Global Market Comments
June 15, 2018
Fiat Lux
Featured Trade:
(ONSHORING TAKES ANOTHER GREAT LEAP FORWARD),
(TSLA), (UMX), (EWW),
(KISS THAT UNION JOB GOODBYE),
(TESTIMONIAL)

Those of you counting on getting your old union assembly line job back in Detroit can forget it.
The eight-year forecast published by the Bureau of Labor Statistics shows that 4.19 million jobs will be gained in the U.S. in professional and business services, followed by 4 million health care and social assistance jobs, while 1.2 million will be lost in manufacturing.
This is great news for website designers, Internet entrepreneurs, registered nurses, and masseuses in California, but grim tidings for traditional metal bashers in the rust belt manufacturing states such as Michigan, Indiana, and Ohio.
I'm so old now that I am no longer asked for a driver's license to get into a nightclub. Instead, they ask for a carbon dating.
The real challenge for we aged career advisors is that probably half of these new service jobs haven't even been invented yet, and if they can be described, it is only in a cheesy science fiction paperback with a half-dressed blond on the front cover.
After all, who heard of a webmaster, a cell phone contract sales person, or a blogger 40 years ago?
Where are all these jobs going to?

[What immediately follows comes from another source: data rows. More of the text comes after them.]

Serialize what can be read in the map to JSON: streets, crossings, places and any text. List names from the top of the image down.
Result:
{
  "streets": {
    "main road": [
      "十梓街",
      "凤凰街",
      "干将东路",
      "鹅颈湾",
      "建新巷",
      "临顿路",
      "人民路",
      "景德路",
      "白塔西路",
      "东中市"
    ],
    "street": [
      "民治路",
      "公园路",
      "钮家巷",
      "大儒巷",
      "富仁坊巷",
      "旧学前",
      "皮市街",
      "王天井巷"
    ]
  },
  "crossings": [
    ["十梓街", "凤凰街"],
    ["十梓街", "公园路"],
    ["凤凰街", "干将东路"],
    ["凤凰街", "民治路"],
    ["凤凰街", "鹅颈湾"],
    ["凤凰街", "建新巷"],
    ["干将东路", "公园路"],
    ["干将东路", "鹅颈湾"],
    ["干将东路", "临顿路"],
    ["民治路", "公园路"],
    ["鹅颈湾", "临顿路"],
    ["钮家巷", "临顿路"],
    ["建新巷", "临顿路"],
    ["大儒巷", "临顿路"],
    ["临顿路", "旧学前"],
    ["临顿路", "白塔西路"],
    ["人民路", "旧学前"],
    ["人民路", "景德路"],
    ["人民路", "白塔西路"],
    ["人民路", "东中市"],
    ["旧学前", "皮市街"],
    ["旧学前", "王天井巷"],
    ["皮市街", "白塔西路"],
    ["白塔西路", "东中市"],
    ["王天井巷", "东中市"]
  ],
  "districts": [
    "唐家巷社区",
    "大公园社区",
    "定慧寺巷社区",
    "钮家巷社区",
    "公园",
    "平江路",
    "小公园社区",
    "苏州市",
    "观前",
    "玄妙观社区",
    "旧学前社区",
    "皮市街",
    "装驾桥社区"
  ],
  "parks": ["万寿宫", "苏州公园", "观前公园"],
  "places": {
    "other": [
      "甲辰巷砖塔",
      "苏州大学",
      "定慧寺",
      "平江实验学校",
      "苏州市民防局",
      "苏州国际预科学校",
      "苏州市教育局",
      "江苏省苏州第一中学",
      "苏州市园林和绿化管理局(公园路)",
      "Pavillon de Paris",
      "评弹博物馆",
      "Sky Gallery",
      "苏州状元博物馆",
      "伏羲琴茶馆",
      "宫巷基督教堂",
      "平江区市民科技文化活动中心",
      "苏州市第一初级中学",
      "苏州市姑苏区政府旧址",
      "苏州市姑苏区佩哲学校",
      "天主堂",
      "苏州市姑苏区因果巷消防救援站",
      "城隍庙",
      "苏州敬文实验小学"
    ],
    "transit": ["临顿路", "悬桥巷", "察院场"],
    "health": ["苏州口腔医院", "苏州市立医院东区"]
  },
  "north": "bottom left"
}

You guessed it, China, which by my calculation has imported 25 million jobs from the U.S. over the past decade.
You can also blame other lower waged, upstream manufacturing countries such as Vietnam, where the Middle Kingdom is increasingly subcontracting its own offshoring.
These forecasts may be optimistic because they assume that Americans can continue to claw their way up the value chain in the global economy, and not get stuck along the way, as the Japanese did in the 90s.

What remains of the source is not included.